> Problem details
From the entries below, copy out all lines holding "image".

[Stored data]
———

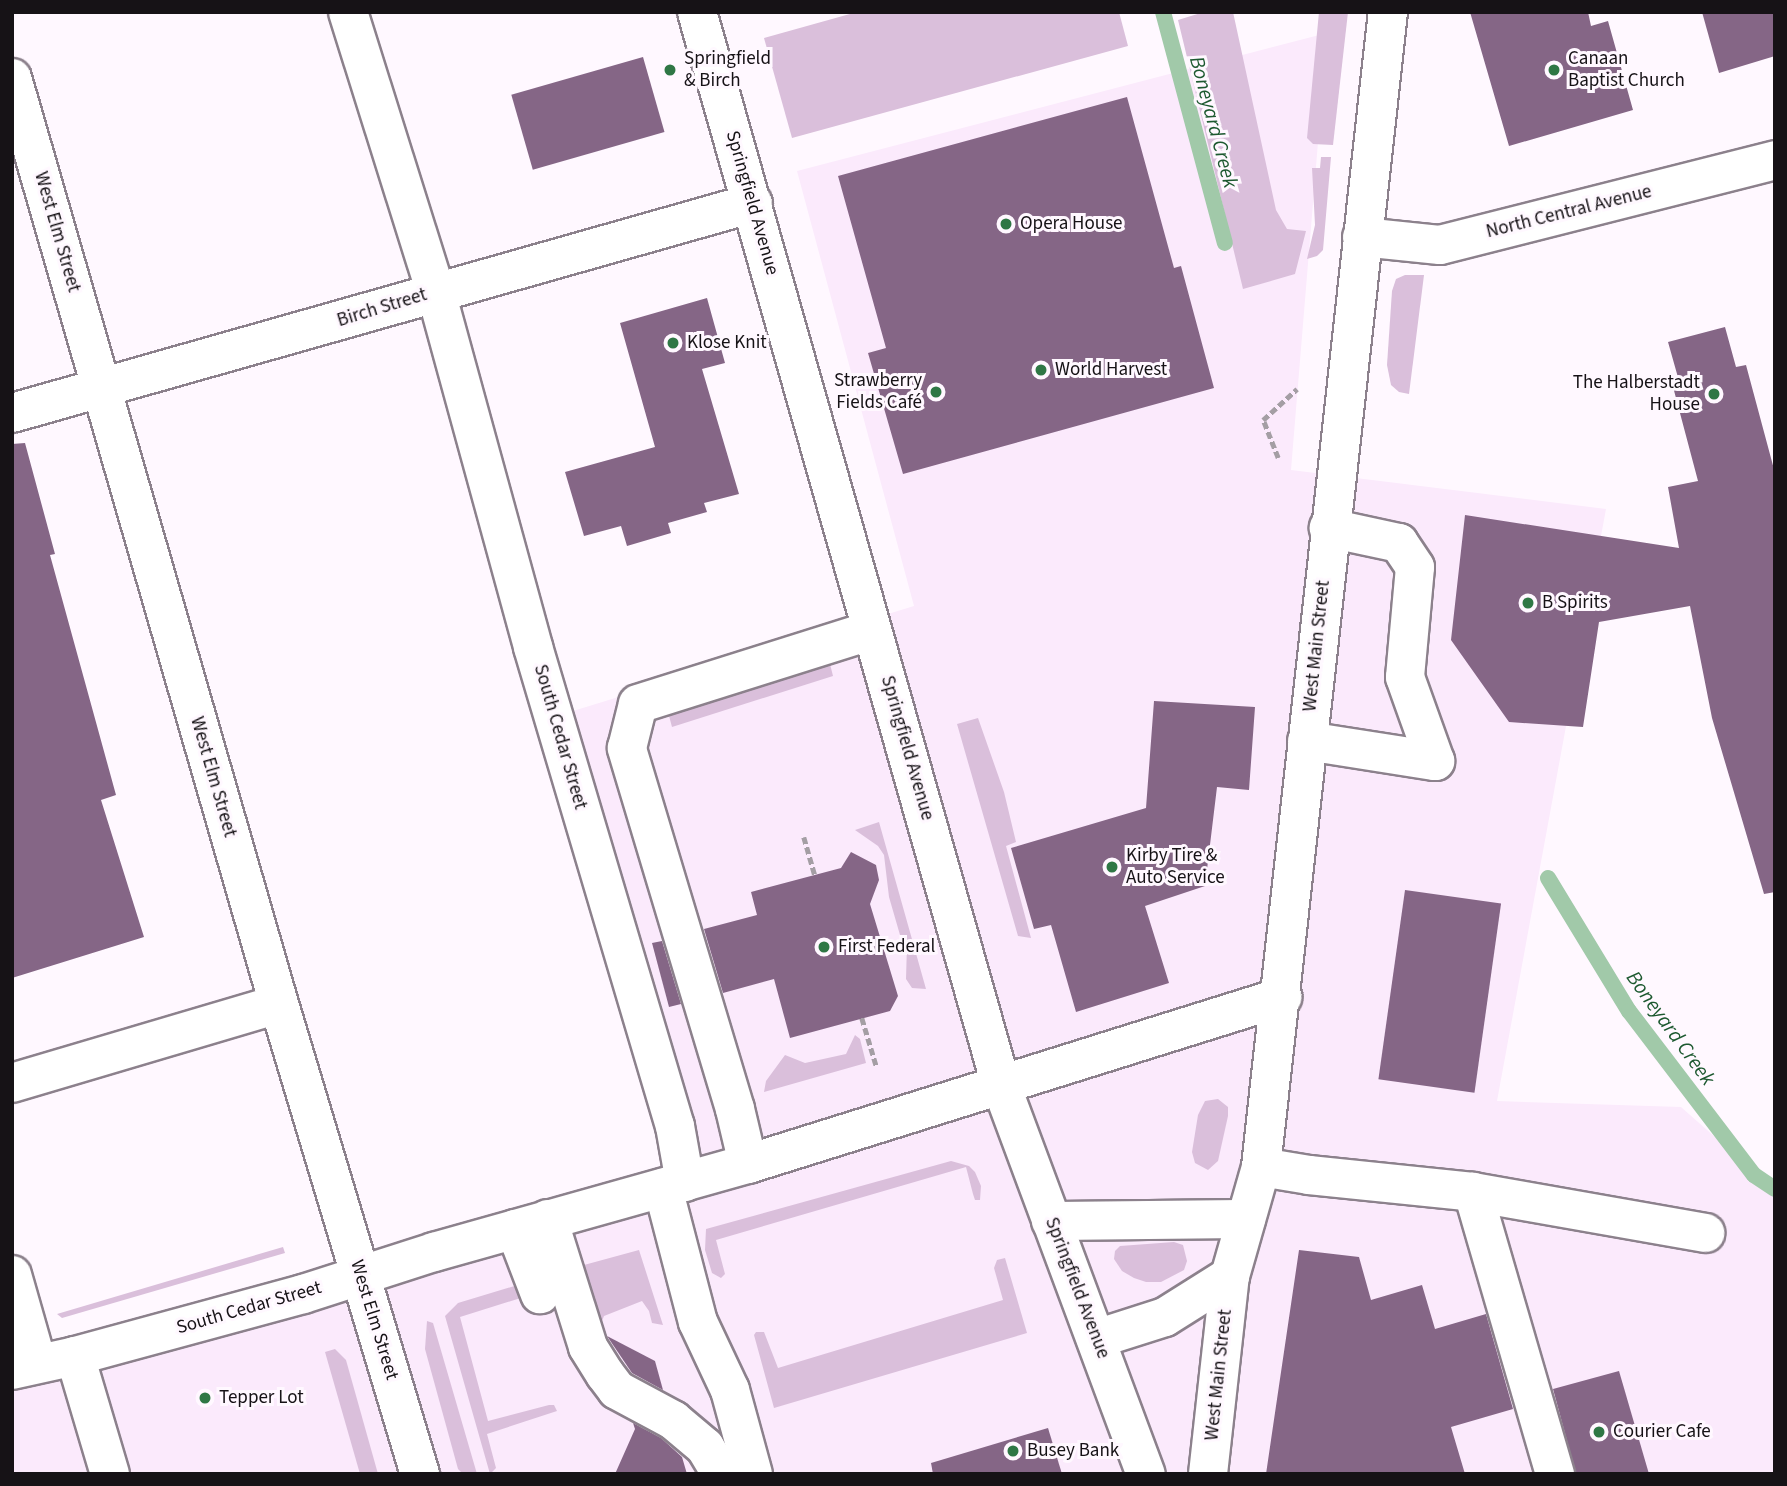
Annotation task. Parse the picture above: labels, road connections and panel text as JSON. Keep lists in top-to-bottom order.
{
  "streets": {
    "street": [
      "Springfield Avenue",
      "North Central Avenue",
      "West Elm Street",
      "Birch Street",
      "West Main Street",
      "South Cedar Street"
    ]
  },
  "crossings": [
    ["Springfield Avenue", "Birch Street"],
    ["Springfield Avenue", "West Main Street"],
    ["Springfield Avenue", "South Cedar Street"],
    ["North Central Avenue", "West Main Street"],
    ["West Elm Street", "Birch Street"],
    ["West Elm Street", "South Cedar Street"],
    ["Birch Street", "South Cedar Street"],
    ["West Main Street", "South Cedar Street"]
  ],
  "water": ["Boneyard Creek"],
  "places": [
    "Springfield & Birch",
    "Canaan Baptist Church",
    "Opera House",
    "Klose Knit",
    "World Harvest",
    "Strawberry Fields Café",
    "The Halberstadt House",
    "B Spirits",
    "Kirby Tire & Auto Service",
    "First Federal",
    "Tepper Lot",
    "Courier Cafe",
    "Busey Bank"
  ]
}
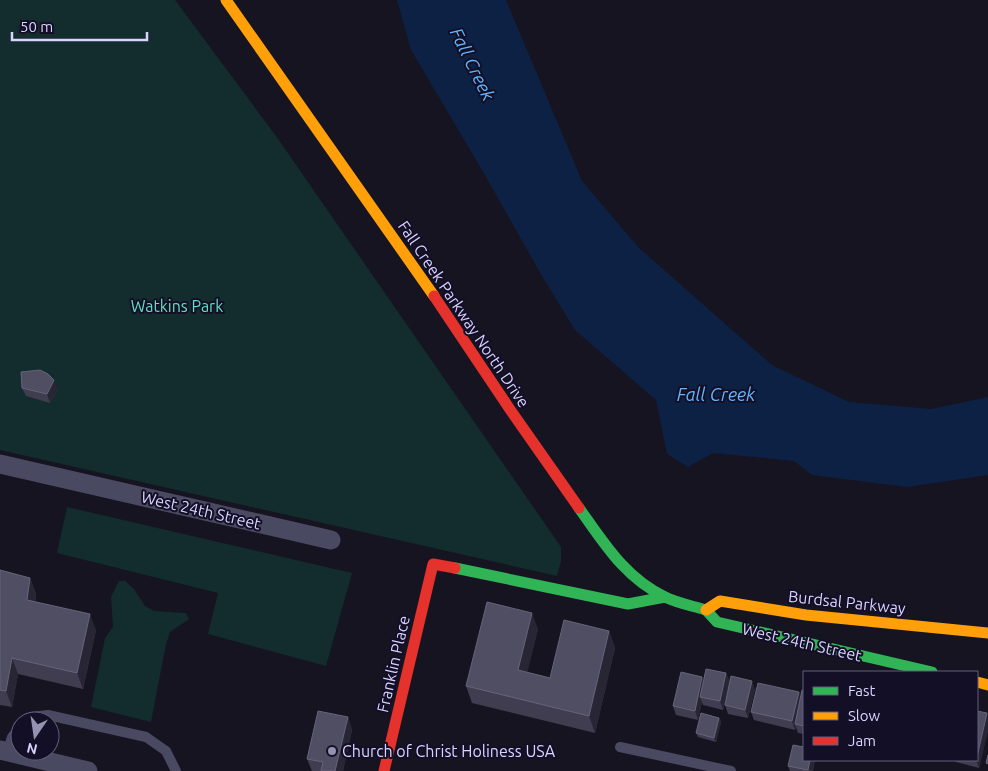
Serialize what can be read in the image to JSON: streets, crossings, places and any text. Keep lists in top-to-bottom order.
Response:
{
  "streets": {
    "street": [
      "Fall Creek Parkway North Drive",
      "West 24th Street",
      "Burdsal Parkway",
      "Franklin Place"
    ]
  },
  "crossings": [
    ["Fall Creek Parkway North Drive", "West 24th Street"],
    ["Fall Creek Parkway North Drive", "Burdsal Parkway"],
    ["Fall Creek Parkway North Drive", "Franklin Place"],
    ["West 24th Street", "Burdsal Parkway"]
  ],
  "water": ["Fall Creek"],
  "parks": ["Watkins Park"],
  "places": ["Church of Christ Holiness USA"],
  "legend": ["Fast", "Slow", "Jam"],
  "scale_bar": "50 m",
  "north": "bottom"
}
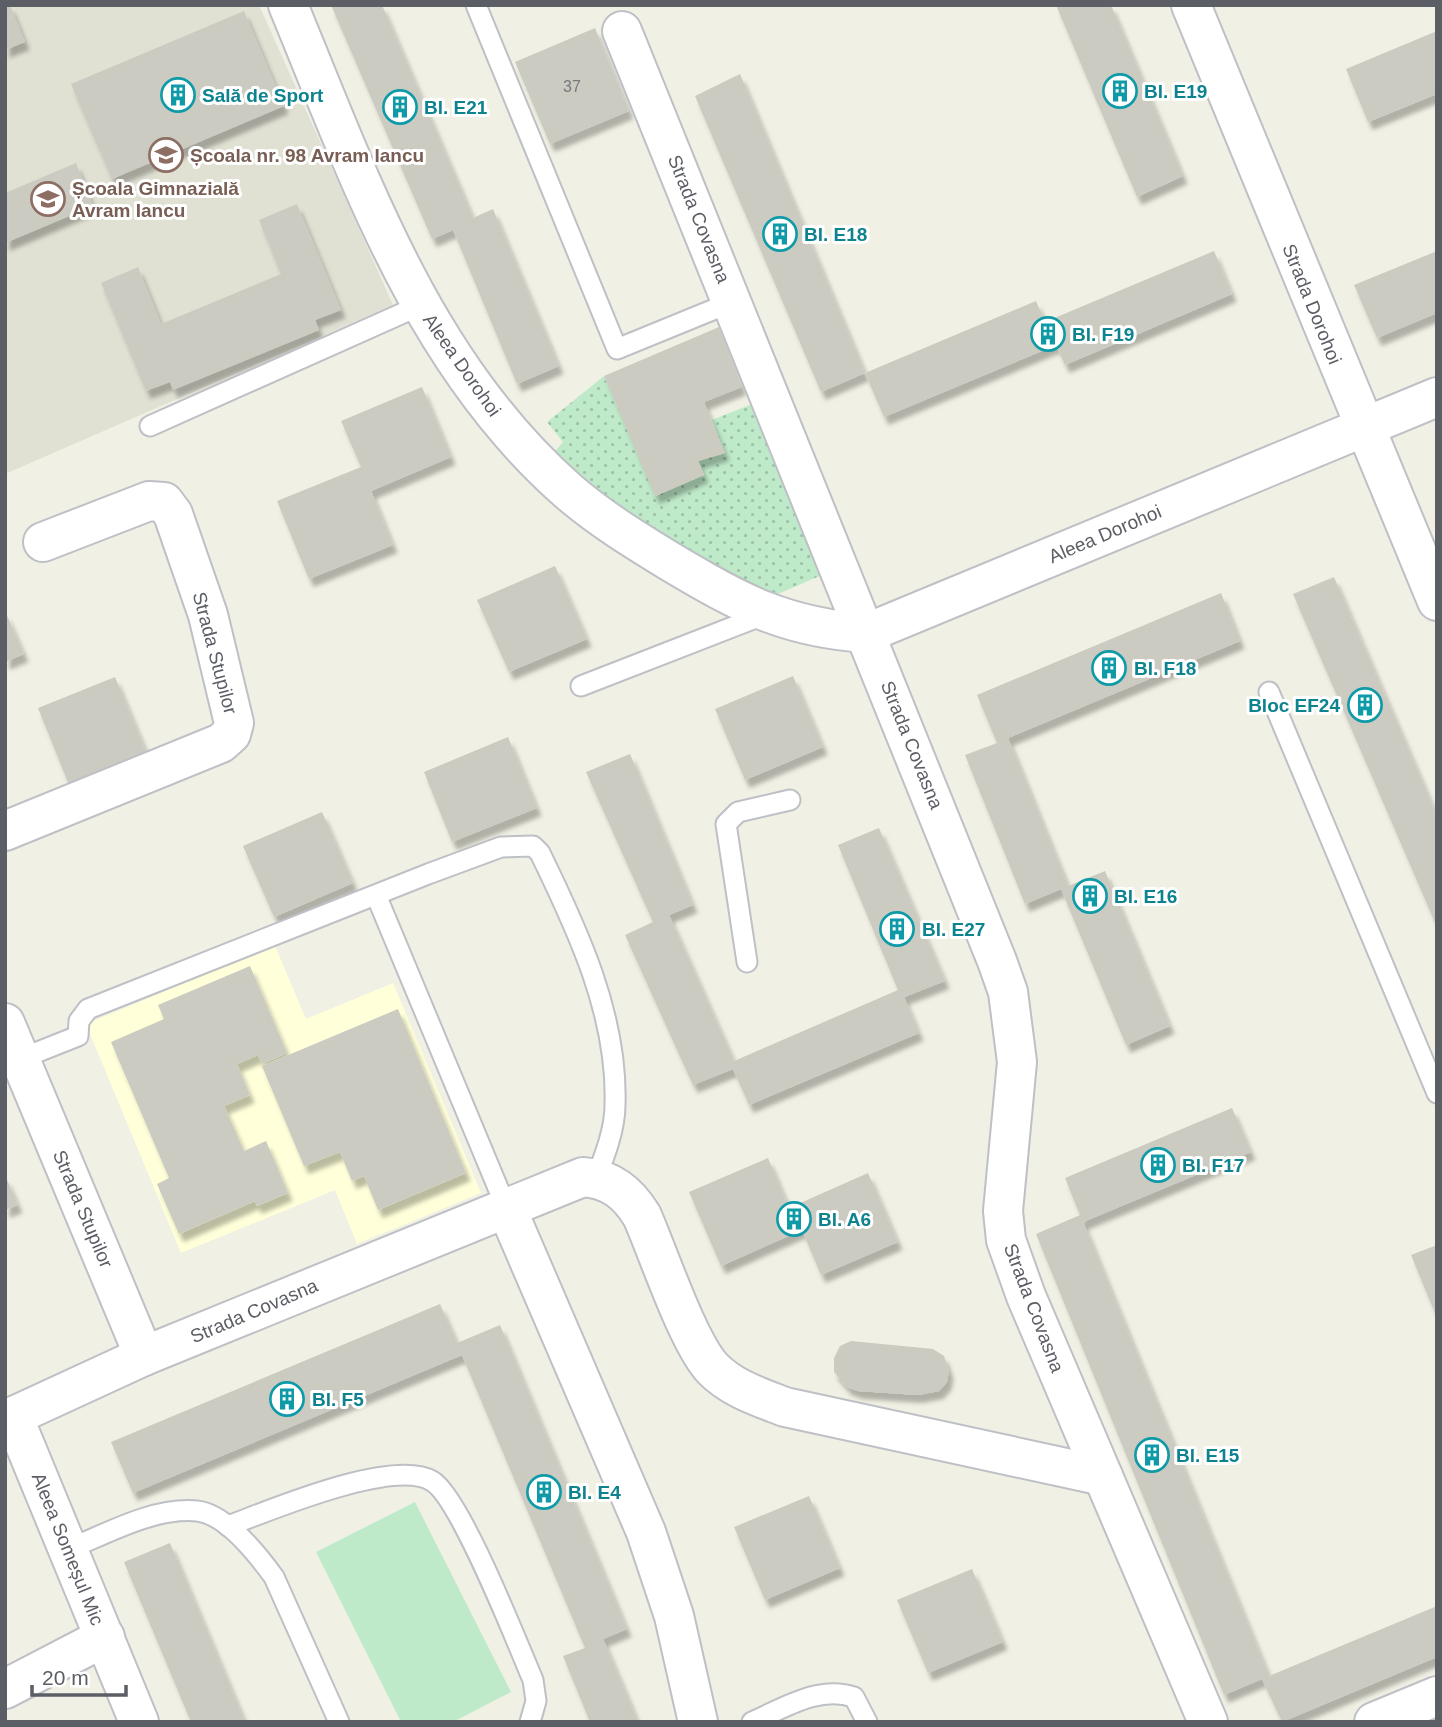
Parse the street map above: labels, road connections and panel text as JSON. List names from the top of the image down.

———

> Task solution
Serialize what can be read in the image to JSON: streets, crossings, places and any text. Keep lists in top-to-bottom order.
Parse the street map above: labels, road connections and panel text as JSON. List names from the top of the image down.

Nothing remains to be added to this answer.